In general, the NARCCAP runs under estimate the spatial extent of high
frequency κ and ω where the HRM3–HadCM3 model run performs the
best; having an area ratio near unity at ≈90 % and an intersection
area of about 89 % for κ and about 90 % in both categories for
ω. The CRCM–NCEP run is the next best in this regard with only
slightly lower ratios. For ω the numbers are similar for these models,
although the CRCM–NCEP has slightly better overlap (intersection area about
0.91 vs. 0.84) and the CRCM–CGCM3 also has a high area ratio (0.82 vs. 0.60)
and intersection area (0.85 vs. 0.66). Otherwise, the area ratios for high
frequencies for most models range between about 20 and 60 % (0.91 for
HRM3–HadCM3) for κ and between about 35 and 95 % for ω;
results are similar for intersection area for both frequencies.
The application of binary image metrics suggests that overall the models do
reasonably well at capturing high-frequencies of κ and ω, but
for the very high-frequency areas, some models perform less well. In
particular, mean error distance and Baddeley's Δ are applied, and for
thresholds above 80 %, it is found that the best models at capturing κ
are those that drive the regional models HRM3 and WRFG. The worst at
capturing the spatial patterns for κ are those with CRCM and MM5I
regional models, as well as those driven by CCSM3 and CGCM3. For ω,
the runs with NCEP as the driving model perform worse at capturing frequency
area patterns for frequencies above about 80%, as well as those utilizing
CCSM3 and CGCM3.
The above results consider only spatial areas of high-frequency severe-storm
environments. Two methods are utilized in this study to address both the
spatial alignment and intensity (i.e., frequencies) simultaneously: the
forecast quality index (FQI; not shown) and the spatial prediction comparison
test (SPCT) with absolute error (AE) + field deformation loss. For both
κ and ω, FQI results suggest that all of the models perform
best at capturing severe-storm environment frequencies and spatial patterns
of those frequencies for thresholds between about 30 and 75 %. At the
lowest thresholds, CRCM–CCSM3 and CRCM–NCEP stand out as being exceptionally
good for both κ and ω meaning that they may underpredict the
frequency of severe-storm environments, but they otherwise capture these
areas but with too few occurrences.
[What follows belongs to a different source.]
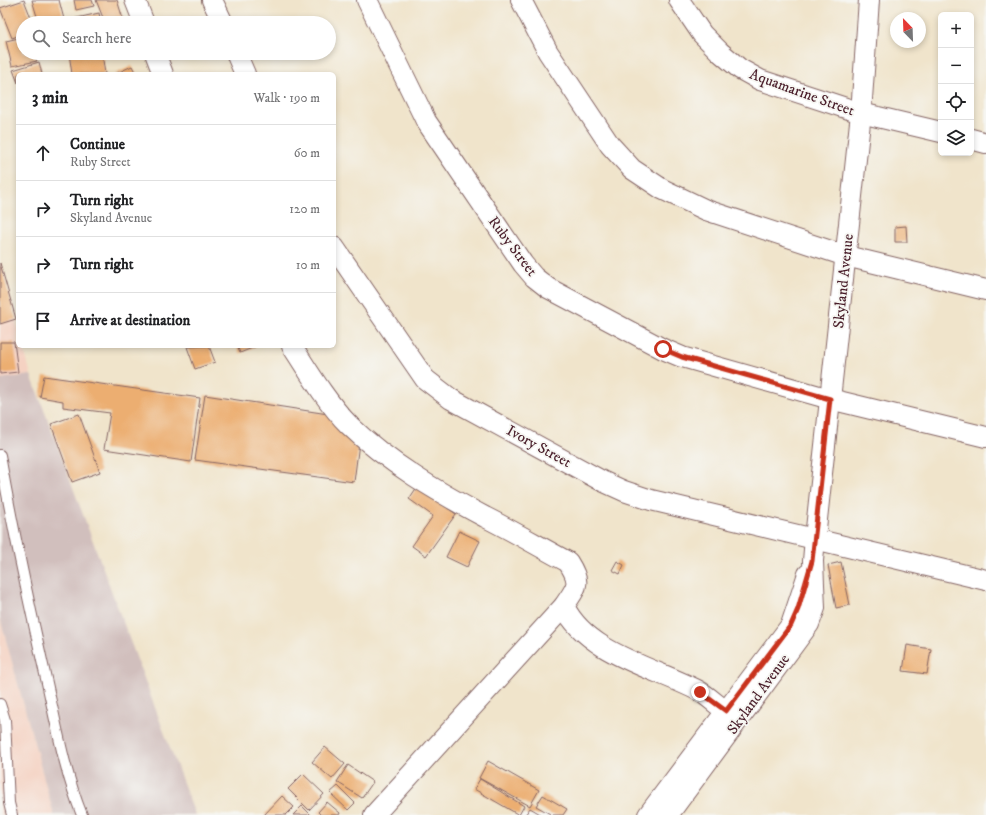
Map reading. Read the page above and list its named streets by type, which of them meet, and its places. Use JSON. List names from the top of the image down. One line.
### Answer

The SPCT with AE + field deformation loss
is an overall estimation of how well the models perform directly (without
relying on setting thresholds). For κ, the HRM3–HadCM3 model is
clearly the best model, but models driven by CCSM3 fare well generally, as do
those with the CRCM regional model. For ω, the CRCM–CCSM3 is the clear
winner over all other models, but the HRM3–HadCM3 also performs well. The
MM5I regional model is generally outperformed by other models.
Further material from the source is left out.